**RECORDS SUPPLIED**
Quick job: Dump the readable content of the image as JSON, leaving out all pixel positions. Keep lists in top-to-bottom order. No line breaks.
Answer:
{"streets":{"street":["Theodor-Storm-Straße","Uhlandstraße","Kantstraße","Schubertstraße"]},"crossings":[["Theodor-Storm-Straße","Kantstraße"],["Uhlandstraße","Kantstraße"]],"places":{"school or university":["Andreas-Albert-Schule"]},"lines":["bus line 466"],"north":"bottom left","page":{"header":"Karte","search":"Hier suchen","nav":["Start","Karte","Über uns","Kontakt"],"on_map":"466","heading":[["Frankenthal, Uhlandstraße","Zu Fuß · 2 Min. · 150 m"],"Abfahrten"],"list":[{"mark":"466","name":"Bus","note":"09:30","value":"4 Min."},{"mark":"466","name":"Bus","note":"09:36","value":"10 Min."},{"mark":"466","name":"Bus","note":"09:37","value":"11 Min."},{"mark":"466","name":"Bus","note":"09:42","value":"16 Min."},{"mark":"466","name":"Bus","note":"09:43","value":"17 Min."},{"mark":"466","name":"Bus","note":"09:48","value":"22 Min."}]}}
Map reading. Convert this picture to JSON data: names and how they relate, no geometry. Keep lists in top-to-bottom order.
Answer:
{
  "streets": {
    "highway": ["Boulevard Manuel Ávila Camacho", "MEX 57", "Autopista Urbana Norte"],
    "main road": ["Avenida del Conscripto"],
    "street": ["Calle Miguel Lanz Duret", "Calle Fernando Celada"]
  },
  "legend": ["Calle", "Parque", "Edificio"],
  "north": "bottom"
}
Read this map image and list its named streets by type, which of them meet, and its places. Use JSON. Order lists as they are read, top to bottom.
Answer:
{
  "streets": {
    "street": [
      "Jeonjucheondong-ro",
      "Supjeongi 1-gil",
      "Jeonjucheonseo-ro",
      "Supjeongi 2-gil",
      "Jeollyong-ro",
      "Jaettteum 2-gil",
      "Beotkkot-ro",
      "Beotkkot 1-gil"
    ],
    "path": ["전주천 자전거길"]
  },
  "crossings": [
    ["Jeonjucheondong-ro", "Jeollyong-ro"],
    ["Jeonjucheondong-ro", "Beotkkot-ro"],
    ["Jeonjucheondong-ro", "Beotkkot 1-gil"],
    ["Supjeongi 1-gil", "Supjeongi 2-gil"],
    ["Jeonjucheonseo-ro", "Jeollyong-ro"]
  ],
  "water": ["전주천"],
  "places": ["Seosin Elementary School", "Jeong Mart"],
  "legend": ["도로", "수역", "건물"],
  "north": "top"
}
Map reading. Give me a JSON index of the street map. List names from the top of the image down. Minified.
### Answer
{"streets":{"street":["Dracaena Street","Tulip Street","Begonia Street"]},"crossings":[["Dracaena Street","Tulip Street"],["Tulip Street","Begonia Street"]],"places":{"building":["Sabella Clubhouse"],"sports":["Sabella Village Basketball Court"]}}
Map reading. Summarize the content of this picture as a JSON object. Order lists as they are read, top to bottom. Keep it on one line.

**ABOUT THIS TASK**
The complete listing, transcribed exactly, is the expected answer.

**TASK OUTPUT**
Quick job: Dump the readable content of the image as JSON, leaving out all pixel positions. Keep lists in top-to-bottom order. No line breaks.
Answer:
{"streets":{"street":["Theodor-Storm-Straße","Uhlandstraße","Kantstraße","Schubertstraße"]},"crossings":[["Theodor-Storm-Straße","Kantstraße"],["Uhlandstraße","Kantstraße"]],"places":{"school or university":["Andreas-Albert-Schule"]},"lines":["bus line 466"],"north":"bottom left","page":{"header":"Karte","search":"Hier suchen","nav":["Start","Karte","Über uns","Kontakt"],"on_map":"466","heading":[["Frankenthal, Uhlandstraße","Zu Fuß · 2 Min. · 150 m"],"Abfahrten"],"list":[{"mark":"466","name":"Bus","note":"09:30","value":"4 Min."},{"mark":"466","name":"Bus","note":"09:36","value":"10 Min."},{"mark":"466","name":"Bus","note":"09:37","value":"11 Min."},{"mark":"466","name":"Bus","note":"09:42","value":"16 Min."},{"mark":"466","name":"Bus","note":"09:43","value":"17 Min."},{"mark":"466","name":"Bus","note":"09:48","value":"22 Min."}]}}
Map reading. Convert this picture to JSON data: names and how they relate, no geometry. Keep lists in top-to-bottom order.
Answer:
{
  "streets": {
    "highway": ["Boulevard Manuel Ávila Camacho", "MEX 57", "Autopista Urbana Norte"],
    "main road": ["Avenida del Conscripto"],
    "street": ["Calle Miguel Lanz Duret", "Calle Fernando Celada"]
  },
  "legend": ["Calle", "Parque", "Edificio"],
  "north": "bottom"
}
Read this map image and list its named streets by type, which of them meet, and its places. Use JSON. Order lists as they are read, top to bottom.
Answer:
{
  "streets": {
    "street": [
      "Jeonjucheondong-ro",
      "Supjeongi 1-gil",
      "Jeonjucheonseo-ro",
      "Supjeongi 2-gil",
      "Jeollyong-ro",
      "Jaettteum 2-gil",
      "Beotkkot-ro",
      "Beotkkot 1-gil"
    ],
    "path": ["전주천 자전거길"]
  },
  "crossings": [
    ["Jeonjucheondong-ro", "Jeollyong-ro"],
    ["Jeonjucheondong-ro", "Beotkkot-ro"],
    ["Jeonjucheondong-ro", "Beotkkot 1-gil"],
    ["Supjeongi 1-gil", "Supjeongi 2-gil"],
    ["Jeonjucheonseo-ro", "Jeollyong-ro"]
  ],
  "water": ["전주천"],
  "places": ["Seosin Elementary School", "Jeong Mart"],
  "legend": ["도로", "수역", "건물"],
  "north": "top"
}
Map reading. Give me a JSON index of the street map. List names from the top of the image down. Minified.
### Answer
{"streets":{"street":["Dracaena Street","Tulip Street","Begonia Street"]},"crossings":[["Dracaena Street","Tulip Street"],["Tulip Street","Begonia Street"]],"places":{"building":["Sabella Clubhouse"],"sports":["Sabella Village Basketball Court"]}}
Map reading. Summarize the content of this picture as a JSON object. Order lists as they are read, top to bottom. Keep it on one line.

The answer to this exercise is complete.